Introduction
Parentheses (singular parenthesis) are the curved brackets that you see in this sentence. You don’t want to clutter up your sentences with them (as they interrupt the flow), but they are great for adding and organizing information. Let’s review their main uses.
Main Uses
Setting aside information
Parentheses allow you to insert information and explanations that are less important:
In 1815, Napoleon Bonaparte escaped from the island of Elba (where he had been exiled the year before).
Dear Professor, my dog died (again), and so I cannot complete the assignment.
As you can see, the extra information can have a bearing on the rest of the sentence, but grammatically it’s not essential.
Often the work of parentheses can be done by commas or dashes. The difference is that parentheses do the least to emphasize the information. They tend to downplay the importance of what’s in brackets.
Adding citations
If you are using in-text citation (so not footnotes or endnotes), you’ll want to cite your sources in parentheses:
In A Spoonful of Sugar, Dr. Ginger Peppermint argues that cough medicines like HackAway and Phlegmatix “provide merely a placebo effect” (97).
Organizing lists
If you want to organize a list, you can add some helpful letters or numbers in brackets:
My honours thesis examines (1) the use of parentheses in colonial discourse, (2) the historical occlusion of minority groups within parenthetical remarks, and (3) the ironic subversion of imperial power by means of interruption and other parenthetical strategies.

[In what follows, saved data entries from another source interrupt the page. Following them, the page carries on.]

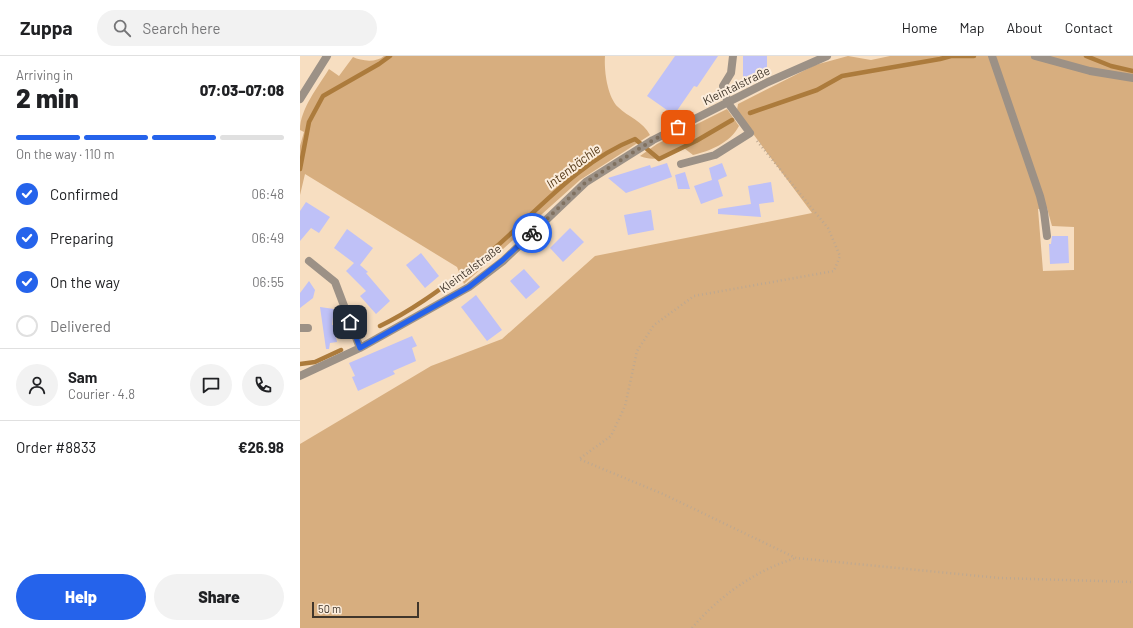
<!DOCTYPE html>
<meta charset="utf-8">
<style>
body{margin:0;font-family:Barlow,sans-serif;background:#f2f2f2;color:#202124;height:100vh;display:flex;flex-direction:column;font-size:15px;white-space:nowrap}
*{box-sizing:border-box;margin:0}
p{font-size:13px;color:#757577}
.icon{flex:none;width:22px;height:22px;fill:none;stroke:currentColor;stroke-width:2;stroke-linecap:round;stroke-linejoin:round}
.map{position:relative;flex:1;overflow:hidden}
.sheet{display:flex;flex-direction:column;background:#fff;width:300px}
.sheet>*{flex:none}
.scale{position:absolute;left:12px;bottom:10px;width:107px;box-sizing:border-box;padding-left:4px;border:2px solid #40362b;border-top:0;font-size:11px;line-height:14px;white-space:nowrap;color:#40362b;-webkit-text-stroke:3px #fceddc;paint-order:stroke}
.pin{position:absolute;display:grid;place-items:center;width:34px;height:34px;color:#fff;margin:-17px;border-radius:8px;box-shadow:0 2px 6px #0006}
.courier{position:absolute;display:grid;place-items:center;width:40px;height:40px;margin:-20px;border:3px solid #2563eb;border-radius:50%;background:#fff;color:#222;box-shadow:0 1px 5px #0007}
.overview em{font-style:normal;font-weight:800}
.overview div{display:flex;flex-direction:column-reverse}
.overview{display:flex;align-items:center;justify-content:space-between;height:68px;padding:0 16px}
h1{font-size:26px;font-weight:800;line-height:30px}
.bar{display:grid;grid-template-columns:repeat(4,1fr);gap:6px 4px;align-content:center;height:48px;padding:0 16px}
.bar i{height:5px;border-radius:3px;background:#e0e0e0}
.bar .active{background:#2563eb}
.bar p{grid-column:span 4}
.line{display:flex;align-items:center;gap:10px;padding:0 16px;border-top:1px solid #e0e0e0}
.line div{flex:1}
.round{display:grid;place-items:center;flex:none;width:42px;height:42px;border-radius:21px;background:#f2f2f2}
ol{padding:0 16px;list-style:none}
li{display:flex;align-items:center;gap:12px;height:44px}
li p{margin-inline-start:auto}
li .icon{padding:4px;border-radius:50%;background:#2563eb;color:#fff;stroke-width:4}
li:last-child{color:#757577}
li i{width:22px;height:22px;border:2px solid #e0e0e0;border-radius:50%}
.primary-button{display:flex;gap:8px;margin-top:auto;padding:8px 16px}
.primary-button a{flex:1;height:46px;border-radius:24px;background:#2563eb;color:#fff;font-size:16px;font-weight:800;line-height:46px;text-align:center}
.primary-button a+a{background:#f2f2f2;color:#202124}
header{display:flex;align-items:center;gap:24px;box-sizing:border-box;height:56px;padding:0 20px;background:#fff;border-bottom:1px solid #e0e0e0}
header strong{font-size:19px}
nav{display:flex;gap:22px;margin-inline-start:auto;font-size:14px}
.search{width:280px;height:36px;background:#f2f2f2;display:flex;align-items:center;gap:10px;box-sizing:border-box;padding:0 14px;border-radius:22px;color:#757577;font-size:15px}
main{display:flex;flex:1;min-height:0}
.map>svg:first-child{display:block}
.green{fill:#d7ae7f;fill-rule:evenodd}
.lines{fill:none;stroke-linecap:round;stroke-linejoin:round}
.stream{stroke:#ac7b3c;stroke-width:4.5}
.building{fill:#bfc1f7}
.path{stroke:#bda891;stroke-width:2.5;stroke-dasharray:1 3;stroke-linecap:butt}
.service{stroke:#9c9186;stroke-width:8}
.minor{stroke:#9c9186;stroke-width:8}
.done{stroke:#807160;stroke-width:4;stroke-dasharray:0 7.2}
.route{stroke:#2563eb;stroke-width:5}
.labels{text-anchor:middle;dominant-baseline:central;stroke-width:4;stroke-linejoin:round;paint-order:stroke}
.street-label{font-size:12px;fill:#40362b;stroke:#fceddc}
.water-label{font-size:13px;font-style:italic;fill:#563a18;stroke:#fceddc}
</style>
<header>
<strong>Zuppa</strong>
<div class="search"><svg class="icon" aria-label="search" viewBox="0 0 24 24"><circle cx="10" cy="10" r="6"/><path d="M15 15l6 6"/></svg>Search here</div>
<nav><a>Home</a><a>Map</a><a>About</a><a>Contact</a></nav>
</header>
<main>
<section class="sheet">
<div class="overview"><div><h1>2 min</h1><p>Arriving in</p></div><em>07:03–07:08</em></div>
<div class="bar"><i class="active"></i><i class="active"></i><i class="active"></i><i></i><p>On the way · 110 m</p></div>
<ol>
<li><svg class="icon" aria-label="check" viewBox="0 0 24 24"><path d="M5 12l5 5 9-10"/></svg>Confirmed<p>06:48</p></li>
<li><svg class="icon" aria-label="check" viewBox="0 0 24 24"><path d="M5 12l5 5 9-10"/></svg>Preparing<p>06:49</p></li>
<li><svg class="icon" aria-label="check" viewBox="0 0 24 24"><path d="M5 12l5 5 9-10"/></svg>On the way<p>06:55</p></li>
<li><i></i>Delivered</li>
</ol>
<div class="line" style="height:72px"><a class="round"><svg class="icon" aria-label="person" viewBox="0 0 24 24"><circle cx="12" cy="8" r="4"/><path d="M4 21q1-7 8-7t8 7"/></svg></a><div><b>Sam</b><p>Courier · 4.8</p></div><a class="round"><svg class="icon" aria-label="chat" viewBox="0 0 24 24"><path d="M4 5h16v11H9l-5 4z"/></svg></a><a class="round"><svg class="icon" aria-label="phone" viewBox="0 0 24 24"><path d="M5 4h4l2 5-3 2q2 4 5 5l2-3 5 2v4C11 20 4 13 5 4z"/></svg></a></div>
<div class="line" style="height:52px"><div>Order #8833</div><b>€26.98</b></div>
<div class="primary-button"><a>Help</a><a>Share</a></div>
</section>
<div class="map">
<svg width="833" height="572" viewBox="0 0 833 572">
<rect width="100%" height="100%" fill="#f7dec1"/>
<path class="green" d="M84,0H305C304,14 307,40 318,51C328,61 343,65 350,79L280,124L164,228L157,211L5,118L0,139V90L4,76L0,74C0,53 18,31 29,13L39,20L53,1C61,5 76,7 84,0Z
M548,0L571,4L590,0H833V572H0V388L131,310L202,283L295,200L512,157L439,59L437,54L438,48L515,9ZM747,152L752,170L774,171V214L743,215L738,153Z
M427,53L439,70C430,87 410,95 393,99L384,92C369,99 356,107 340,100L357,88Z"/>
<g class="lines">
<path class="stream" d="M652,0H674
M786,0L811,10L833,15
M450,57L517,34L542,20L640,3L651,0
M0,113L9,66L23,40L79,8L90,0
M80,270C111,255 138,235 165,215C175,207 187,200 196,191C238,154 281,104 335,83L359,103L396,85L432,64
M0,308L15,306L41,294"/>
</g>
<path class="building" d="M375,0H418L397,31L394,30L374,59L347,40Z
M443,0H467V20L443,22Z
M367,107L372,121L326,137L308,122L350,109L351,112Z
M422,107L427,120L418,124L423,140L401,148L394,130L412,124L409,112Z
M385,116L390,133H378L375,119Z
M471,126L474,146L459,148L461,161L418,158V153L451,148L448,130Z
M6,146L30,161L19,177L11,172L0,185V155Z
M351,154L354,174L328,179L324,159Z
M270,172L284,186L263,206L250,192Z
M47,173L73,192L60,209L68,216L66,217L90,245L76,258L60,240L66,235L46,215L54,207L34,192Z
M752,180H768L769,207L750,208L749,188H751Z
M121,197L139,220L125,232L106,209Z
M224,213L240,231L226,243L210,225Z
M9,225L15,234L13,242L0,252V237Z
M176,239L202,274L187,285L161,251Z
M20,251L34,253L32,269H38L40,280L36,281L37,286L30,287L29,293H26Z
M112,280L117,290L112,292L116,305L93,315L95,318L58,335L52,321L55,320L49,307Z"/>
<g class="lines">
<path class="path" d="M457,85L528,172L540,200L534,215L394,240L354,269L337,295L325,350L311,380L279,403L363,438L496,502L699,522L833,526
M392,572C419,540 456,514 496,502"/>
<path class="service" d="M692,0L740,140L744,156L747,180
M381,108L415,99L450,77L428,47L423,30L431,17L433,0
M0,272H8"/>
<path class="minor" d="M735,0L790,15L833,22
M0,43L27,0
M9,205L35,226L60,292
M0,320L60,292L169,231L203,205L286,126L353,84L468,26L527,0"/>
</g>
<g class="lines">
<path class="done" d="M232,177L286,126L353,84L378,71"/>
<path class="route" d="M50,266L60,292L169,231L203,204L232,177"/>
</g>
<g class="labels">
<g class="street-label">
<text transform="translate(436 29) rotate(-26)">Kleintalstraße</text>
<text transform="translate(170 212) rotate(-36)">Kleintalstraße</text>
</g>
<g class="water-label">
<text transform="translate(273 110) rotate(-37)">Intenbächle</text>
</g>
</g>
</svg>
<div class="scale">50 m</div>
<div class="pin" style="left:378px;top:71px;background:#ea580c"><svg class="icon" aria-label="bag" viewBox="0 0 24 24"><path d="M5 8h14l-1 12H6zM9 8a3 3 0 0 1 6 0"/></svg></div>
<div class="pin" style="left:50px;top:266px;background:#1f2937"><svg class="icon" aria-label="home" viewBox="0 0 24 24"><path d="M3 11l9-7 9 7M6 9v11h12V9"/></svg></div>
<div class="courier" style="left:232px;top:177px"><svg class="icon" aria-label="bike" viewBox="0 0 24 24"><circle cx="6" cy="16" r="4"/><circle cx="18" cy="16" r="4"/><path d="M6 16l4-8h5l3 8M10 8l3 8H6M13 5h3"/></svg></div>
</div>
</main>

Parentheses and other punctuation
Next, let’s see how parentheses interact with other punctuation marks.
Punctuation that is not part of the parenthetical remarks goes outside and after the parentheses. With exclamation points and question marks you have to decide which part of the sentence they belong to. Compare the following ways to write the same sentence, with various degrees of emphasis:
She said that her fingers were bruised from having nail extensions (as she kept bumping into things).
She said that her fingers were bruised from having nail extensions (as she kept bumping into things)!
She said that her fingers were bruised from having nail extensions (as she kept bumping into things!).
Finally, if an entire sentence is within brackets, there are two possibilities:
- If the sentence in brackets is inserted in another sentence (this is a good example), then you don’t need to capitalize it or put a period after it.
- (On the other hand, if the sentence in parentheses is all by itself, then you can place the period inside the brackets.)